The injury occurred after the Eagles had moved indoors for afternoon OTAs due to thunderstorms. While covering Jeremy Maclin during 7-on-7 drills, Jackson came up lame without contact. He immediately dropped to the carpet and was carted off the field, and after an MRI, the extent of the injury was announced a couple of hours later.
Jackson was already trying to recover from a torn right ACL, and the latest injury is a setback that may possibly even be career threatening, according to some sources.
But what does it mean for everyone else?
For Jackson himself
As I said in the previous slide, some believe this could be a career-threatening injury.
This is Jackson’s third major leg injury in three years—and it’s hard enough to come back from one (or two in a career), let alone three straight.

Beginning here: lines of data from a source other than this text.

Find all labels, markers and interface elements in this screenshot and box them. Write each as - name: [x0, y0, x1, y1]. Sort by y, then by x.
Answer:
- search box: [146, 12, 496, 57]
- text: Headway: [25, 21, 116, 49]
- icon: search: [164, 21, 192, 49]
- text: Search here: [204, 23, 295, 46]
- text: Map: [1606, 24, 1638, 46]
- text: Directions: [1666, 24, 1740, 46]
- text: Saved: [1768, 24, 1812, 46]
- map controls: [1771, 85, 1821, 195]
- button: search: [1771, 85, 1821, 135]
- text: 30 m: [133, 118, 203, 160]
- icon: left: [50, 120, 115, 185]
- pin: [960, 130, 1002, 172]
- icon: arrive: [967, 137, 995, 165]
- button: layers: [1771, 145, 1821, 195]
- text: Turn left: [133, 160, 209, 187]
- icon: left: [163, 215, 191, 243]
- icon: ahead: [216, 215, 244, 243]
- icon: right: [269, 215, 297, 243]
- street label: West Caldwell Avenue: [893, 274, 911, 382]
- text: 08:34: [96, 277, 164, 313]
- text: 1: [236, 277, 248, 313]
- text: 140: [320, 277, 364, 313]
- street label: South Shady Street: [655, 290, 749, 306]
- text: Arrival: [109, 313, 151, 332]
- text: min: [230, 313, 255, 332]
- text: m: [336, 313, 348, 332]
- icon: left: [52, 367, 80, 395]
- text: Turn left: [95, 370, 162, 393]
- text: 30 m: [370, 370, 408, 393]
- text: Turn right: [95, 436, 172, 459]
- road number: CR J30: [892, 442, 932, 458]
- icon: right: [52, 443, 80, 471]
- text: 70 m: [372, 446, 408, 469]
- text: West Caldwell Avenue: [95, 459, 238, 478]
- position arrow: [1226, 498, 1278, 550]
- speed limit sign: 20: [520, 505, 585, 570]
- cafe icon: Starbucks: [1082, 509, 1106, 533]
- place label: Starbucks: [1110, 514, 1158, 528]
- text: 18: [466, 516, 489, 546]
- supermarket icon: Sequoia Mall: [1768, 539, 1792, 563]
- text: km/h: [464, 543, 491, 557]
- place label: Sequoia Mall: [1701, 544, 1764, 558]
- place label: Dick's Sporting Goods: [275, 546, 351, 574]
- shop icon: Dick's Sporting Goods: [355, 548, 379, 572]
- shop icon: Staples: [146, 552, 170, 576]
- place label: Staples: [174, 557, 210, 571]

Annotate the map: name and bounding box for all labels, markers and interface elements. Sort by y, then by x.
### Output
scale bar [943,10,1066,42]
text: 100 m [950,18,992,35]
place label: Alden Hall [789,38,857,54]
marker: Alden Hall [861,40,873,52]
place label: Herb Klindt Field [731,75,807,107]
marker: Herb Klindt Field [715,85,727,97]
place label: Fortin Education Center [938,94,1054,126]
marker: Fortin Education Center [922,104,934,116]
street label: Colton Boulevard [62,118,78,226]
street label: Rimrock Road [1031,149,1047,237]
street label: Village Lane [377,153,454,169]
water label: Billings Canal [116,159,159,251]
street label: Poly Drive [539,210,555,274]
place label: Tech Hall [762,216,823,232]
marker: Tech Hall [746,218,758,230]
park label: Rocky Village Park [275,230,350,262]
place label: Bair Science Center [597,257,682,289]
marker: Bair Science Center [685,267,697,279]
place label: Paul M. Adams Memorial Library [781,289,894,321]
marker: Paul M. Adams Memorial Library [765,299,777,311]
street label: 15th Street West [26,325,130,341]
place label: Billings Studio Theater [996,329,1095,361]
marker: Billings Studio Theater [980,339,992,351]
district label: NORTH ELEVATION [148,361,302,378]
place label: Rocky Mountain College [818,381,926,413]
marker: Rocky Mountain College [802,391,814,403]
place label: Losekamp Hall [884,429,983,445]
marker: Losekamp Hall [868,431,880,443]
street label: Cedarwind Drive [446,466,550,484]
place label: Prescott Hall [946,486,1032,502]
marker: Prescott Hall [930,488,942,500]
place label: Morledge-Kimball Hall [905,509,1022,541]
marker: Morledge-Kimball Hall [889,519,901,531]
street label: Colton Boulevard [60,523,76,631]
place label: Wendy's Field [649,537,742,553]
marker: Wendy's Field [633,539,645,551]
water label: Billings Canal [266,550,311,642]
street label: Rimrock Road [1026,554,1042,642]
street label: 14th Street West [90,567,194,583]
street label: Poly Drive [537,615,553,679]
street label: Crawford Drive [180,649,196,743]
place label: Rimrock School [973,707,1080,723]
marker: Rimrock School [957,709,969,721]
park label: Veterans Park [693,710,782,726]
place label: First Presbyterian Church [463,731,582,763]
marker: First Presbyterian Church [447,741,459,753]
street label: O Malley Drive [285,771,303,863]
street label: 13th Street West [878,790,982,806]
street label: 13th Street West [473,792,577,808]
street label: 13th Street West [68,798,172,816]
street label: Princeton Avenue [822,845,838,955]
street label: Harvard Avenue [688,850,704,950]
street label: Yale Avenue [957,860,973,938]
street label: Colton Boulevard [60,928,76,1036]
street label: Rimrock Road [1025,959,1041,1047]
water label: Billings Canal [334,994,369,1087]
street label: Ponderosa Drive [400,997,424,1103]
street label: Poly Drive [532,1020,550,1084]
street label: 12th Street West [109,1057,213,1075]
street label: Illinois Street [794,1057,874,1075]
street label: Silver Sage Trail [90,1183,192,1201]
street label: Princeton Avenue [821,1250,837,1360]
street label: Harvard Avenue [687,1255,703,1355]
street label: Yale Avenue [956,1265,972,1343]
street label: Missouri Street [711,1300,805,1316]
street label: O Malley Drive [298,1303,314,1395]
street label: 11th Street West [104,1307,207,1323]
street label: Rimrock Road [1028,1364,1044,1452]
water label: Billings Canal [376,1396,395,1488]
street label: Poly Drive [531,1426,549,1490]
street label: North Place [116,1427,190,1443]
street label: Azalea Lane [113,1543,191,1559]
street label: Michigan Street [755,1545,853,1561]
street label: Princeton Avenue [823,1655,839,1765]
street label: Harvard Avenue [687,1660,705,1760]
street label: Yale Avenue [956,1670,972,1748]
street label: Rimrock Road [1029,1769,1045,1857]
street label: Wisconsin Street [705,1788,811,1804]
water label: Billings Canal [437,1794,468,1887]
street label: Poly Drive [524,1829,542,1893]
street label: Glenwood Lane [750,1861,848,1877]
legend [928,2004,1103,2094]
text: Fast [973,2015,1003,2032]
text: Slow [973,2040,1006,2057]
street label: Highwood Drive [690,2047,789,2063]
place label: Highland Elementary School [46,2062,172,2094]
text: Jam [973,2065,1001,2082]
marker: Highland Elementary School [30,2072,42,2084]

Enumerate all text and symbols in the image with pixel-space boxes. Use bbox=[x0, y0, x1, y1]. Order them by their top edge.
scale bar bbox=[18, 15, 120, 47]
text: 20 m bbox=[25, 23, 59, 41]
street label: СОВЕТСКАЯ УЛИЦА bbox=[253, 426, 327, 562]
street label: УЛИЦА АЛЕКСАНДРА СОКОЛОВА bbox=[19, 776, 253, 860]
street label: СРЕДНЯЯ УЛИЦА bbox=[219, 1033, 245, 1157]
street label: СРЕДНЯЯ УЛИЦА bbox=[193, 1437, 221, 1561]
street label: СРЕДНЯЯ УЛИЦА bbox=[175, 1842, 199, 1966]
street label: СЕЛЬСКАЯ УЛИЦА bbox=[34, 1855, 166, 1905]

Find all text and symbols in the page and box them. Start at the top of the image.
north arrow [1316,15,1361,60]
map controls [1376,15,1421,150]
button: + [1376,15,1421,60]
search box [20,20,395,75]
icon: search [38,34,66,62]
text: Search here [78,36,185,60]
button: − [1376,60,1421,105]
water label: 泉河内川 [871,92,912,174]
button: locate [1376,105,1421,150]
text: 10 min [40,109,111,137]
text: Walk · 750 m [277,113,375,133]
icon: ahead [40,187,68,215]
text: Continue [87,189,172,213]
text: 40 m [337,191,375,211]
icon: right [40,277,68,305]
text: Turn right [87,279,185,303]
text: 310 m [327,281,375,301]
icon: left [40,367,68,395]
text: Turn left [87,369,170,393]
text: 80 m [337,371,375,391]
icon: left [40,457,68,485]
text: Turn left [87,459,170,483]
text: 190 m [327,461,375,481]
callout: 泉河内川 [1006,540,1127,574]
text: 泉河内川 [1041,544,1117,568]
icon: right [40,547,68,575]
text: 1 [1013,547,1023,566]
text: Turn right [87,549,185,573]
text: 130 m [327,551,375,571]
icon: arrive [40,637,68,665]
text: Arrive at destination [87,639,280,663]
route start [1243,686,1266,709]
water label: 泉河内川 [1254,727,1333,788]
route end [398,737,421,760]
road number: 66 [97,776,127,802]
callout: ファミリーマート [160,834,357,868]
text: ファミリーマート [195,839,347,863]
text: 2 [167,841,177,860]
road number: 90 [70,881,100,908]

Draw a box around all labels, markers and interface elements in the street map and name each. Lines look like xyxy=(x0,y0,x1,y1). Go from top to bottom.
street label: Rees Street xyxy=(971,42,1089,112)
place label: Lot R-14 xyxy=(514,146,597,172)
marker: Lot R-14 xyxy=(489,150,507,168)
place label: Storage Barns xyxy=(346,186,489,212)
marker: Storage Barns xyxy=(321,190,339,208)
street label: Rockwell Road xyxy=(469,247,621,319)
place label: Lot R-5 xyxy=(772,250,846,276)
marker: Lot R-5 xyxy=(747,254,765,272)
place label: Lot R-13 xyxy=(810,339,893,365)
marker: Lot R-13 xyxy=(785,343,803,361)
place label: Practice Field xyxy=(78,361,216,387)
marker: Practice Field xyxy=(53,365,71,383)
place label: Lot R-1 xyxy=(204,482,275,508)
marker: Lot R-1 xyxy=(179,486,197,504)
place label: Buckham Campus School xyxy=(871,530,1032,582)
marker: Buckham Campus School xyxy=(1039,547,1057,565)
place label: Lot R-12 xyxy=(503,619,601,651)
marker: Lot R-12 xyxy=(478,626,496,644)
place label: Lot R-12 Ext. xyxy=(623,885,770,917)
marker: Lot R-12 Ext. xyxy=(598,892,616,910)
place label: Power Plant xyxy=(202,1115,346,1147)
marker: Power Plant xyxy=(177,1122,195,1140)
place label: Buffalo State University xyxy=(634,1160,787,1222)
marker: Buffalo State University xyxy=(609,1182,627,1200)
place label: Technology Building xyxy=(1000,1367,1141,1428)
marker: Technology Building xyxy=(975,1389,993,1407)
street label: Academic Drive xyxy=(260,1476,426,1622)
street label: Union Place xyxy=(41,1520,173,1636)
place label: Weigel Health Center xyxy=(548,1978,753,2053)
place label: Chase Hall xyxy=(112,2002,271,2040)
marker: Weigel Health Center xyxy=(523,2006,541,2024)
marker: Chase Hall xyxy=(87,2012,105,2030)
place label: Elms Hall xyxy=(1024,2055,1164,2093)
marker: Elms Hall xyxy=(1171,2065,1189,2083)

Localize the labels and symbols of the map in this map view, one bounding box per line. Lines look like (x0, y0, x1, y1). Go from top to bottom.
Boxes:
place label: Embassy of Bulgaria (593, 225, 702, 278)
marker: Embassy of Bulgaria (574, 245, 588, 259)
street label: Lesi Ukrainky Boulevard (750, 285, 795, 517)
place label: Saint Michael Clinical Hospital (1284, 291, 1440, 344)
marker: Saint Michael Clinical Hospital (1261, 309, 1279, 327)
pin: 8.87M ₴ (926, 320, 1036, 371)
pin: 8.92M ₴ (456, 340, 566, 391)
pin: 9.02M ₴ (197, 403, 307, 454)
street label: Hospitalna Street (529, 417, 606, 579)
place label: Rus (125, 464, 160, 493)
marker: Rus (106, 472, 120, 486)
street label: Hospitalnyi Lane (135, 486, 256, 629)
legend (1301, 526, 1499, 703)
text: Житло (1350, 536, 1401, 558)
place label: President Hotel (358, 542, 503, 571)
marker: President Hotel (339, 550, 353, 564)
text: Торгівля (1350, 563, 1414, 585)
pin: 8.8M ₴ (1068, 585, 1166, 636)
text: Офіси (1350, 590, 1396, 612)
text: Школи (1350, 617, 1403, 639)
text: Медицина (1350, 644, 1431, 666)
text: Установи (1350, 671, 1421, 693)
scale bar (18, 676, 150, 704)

Even if he does eventually make it back, he’s going to miss the season and will likely be released with an injury settlement, meaning he’ll only pocket a portion of the $6 million for which he was signed.
And thus, he once again finds out the hard way how non-guaranteed contracts can be a real bummer.
For the Eagles at-large
For Philadelphia, the signing of Jackson doesn’t necessarily hurt on the field or in the wallet.
In the case of the former, it will change things a little bit, but not as much as it could have.
While Jackson was the de facto starter at free safety, he hadn’t fully learned the defense because he was new to the team—meaning it won’t be terribly hard for the coaching staff to insert someone else.
So, even though it likely won’t be Macho Harris starting at free safety come the regular season, the injury now still gives Nate Allen or someone else the time they need to step into the role and grow.
On the financial side, the signing of Jackson was a “no-risk signing” according to one Eagles source—again, mostly because the majority of his two-year contract wasn’t guaranteed.
And because this is an uncapped year, even the amount they are on the hook for in 2010 won’t be a significant burden. That wouldn’t happen until 2011, but if he’s released with an injury settlement, that can take the whole “hit” in 2010.
For Nate Allen
Congratulations kid, it looks like you’re now officially the starter at free safety.
Allen is penciled in at No. 1 on the depth chart, and barring a major acquisition, a radical change in philosophy, or a light bulb going on in Quintin Demps’ head, the rookie from South Florida should be the man who will try to fill Brian Dawkins’ big shoes come September.
Of course, he could be horrible in the pre-season and lose that opportunity—but with little else on the roster at that spot, he’d have to be a bust of Russellian proportions.
For Quintin Demps and Macho Harris
It’s going to be an off-season full of wonder.
Last year’s starter at free safety, Harris, was moved back to his natural corner position for this season. But he could be yo-yoed between corner and safety, which would stunt his development a bit.
But that conundrum affects Demps too. Quintin has been taking most of his OTA reps at strong safety, and likely would stay there if Harris is the backup free safety.
If that doesn’t pan out, then the winner of the fourth safety spot will pretty much determine where Demps plays. Kurt Coleman is more of a strong safety, while Ryan Hamilton was a free safety at Vanderbilt.
And, of course, someone else could still be brought in.
Demps has played both spots (I hesitate to say he’s “capable” of doing it, but he has done it), and his fate might not be determined until very last.
For the rest of the DBs
It means, obviously, that another spot is open, and it could ostensibly come down to Kurt Coleman or Ryan Hamilton versus a handful of corners.
That’s because, as I said in the last slide, Harris could still be a swingman—and should be the X-Factor in the competition.
Harris was primed to be the fourth/nickel corner, but that could all change now that Jackson is gone.
Minus Marlin, the Birds have five true safeties on the roster right now: Allen, Coleman, Hamilton, Demps, and starting strong safety Quintin Mikell.
If the Birds are confident that Harris can be an effective swingman (ostensibly backing up Allen while Demps backs up Mikell), it would likely open up a spot for a fifth corner behind Asante Samuel, Ellis Hobbs, Joselio Hanson and whoever claims the fourth job.
If not, the aforementioned battle of Coleman versus Hamilton (and maybe more) will determine who wins the fourth safety job (and where Demps plays as well).
There are five men—Geoff Pope, Dimitri Patterson, and rookies Trevard Lindley, David Pender and Devin Ross—who hope Harris moves back to safety, two (Coleman and Hamilton) who don’t, and two more, in Harris and Demps, who just want to know where their home is.
Only time will tell who ends up disheveled and/or disappointed.